# SOLUTION to Advanced Problems (Day2)

# List

*Standard Deviation*: Write some code that calculates the standard deviation of a list of numbers. The formula for the standard deviation is  
  
$$ \sigma = \sqrt{\frac{1}{N-1} \sum_{i = 1}^N(x_i - \bar{x})^2}$$  
  
where $N$ is the number of elements in the list, $x_i$ is a particular element of the list, and $\bar{x}$ is the average of the list of numbers. (Hint: you will need to calculate the average first).

Test your code on the given list. The answer is approximately 31.23.

In [1]:
test_list = [7, 39, 2, 56, 98, 74, 34, 17, 56, 88, 66, 0, 56, 34]

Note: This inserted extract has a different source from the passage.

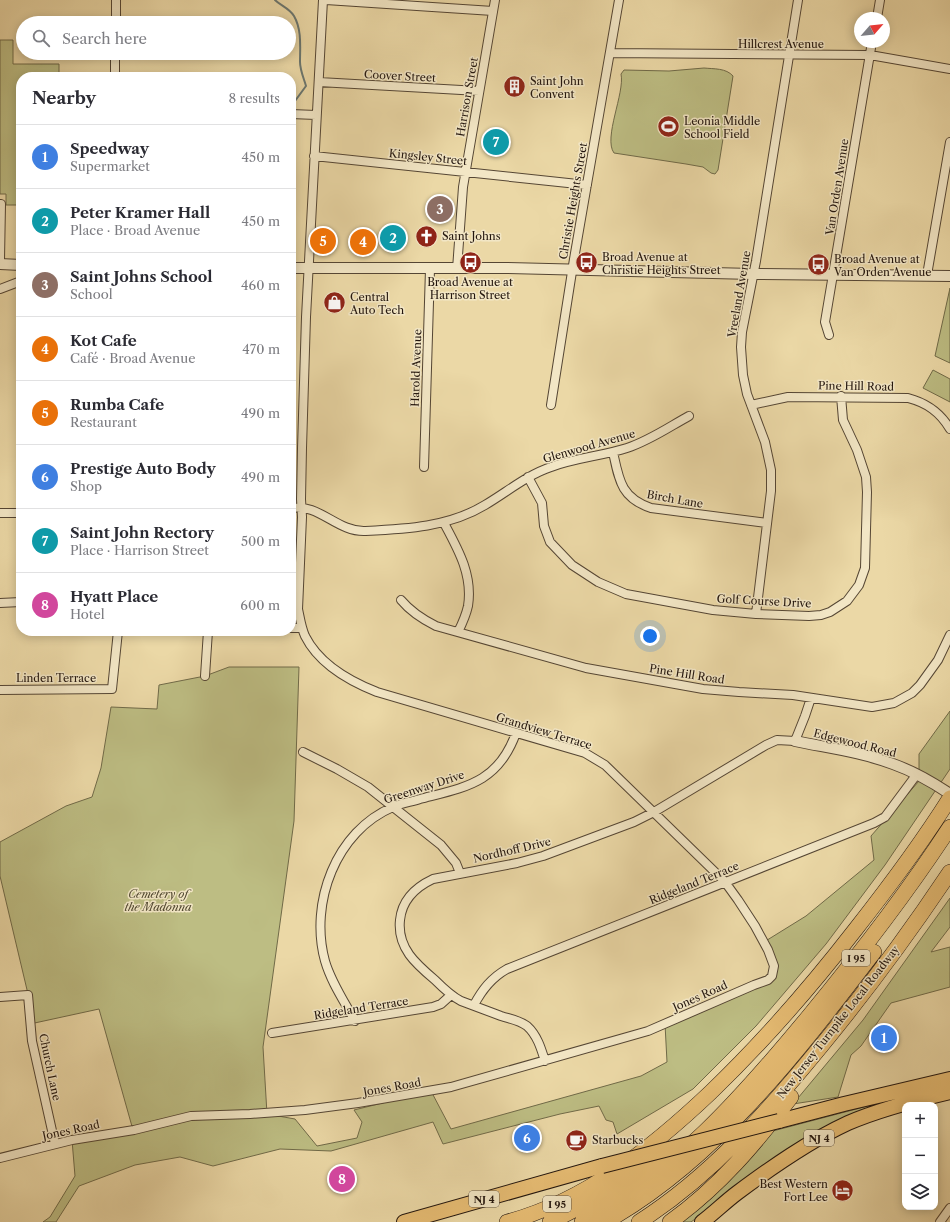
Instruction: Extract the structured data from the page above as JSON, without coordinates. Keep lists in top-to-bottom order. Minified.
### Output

N = len(test_list)  # number of data in list

sum = 0             # initialize sum
for num in test_list:
    sum = sum + num # sum up all data
avg = sum/N         # compute average

dsum = 0;           # initialize sum of differences between data and their mean
for num in test_list:
    dsum = dsum + (num-avg)**2  # sum of the differences between data and their mean

sigma = (dsum/(N-1))**0.5  # compute standard deviation
print(sigma)

31.234050875061563


*Median*: Write some code that calculates the median of a list of numbers. The answer for test_list is 47.5.

In [2]:
test_list = [7, 39, 2, 56, 98, 74, 34, 17, 56, 88, 66, 0, 56, 34]

N = len(test_list)  # number of data in list

new_list = sorted(test_list)   # sort list and save it as a new list

if N % 2 == 0:                 # if number of data is even
    median = (new_list[N//2] + new_list[N//2-1])/2   # median is the mean of the two data in the middle
else:                          # if number of data is odd
    median = new_list(N//2)    # median is the middle data
    
print(median)

47.5


*Mode*: Write some code that calculates the mode of a list of numbers. The answer for test_list is 56.

In [7]:
test_list = [7, 39, 2, 56, 98, 74, 34, 17, 56, 88, 66, 0, 56, 34]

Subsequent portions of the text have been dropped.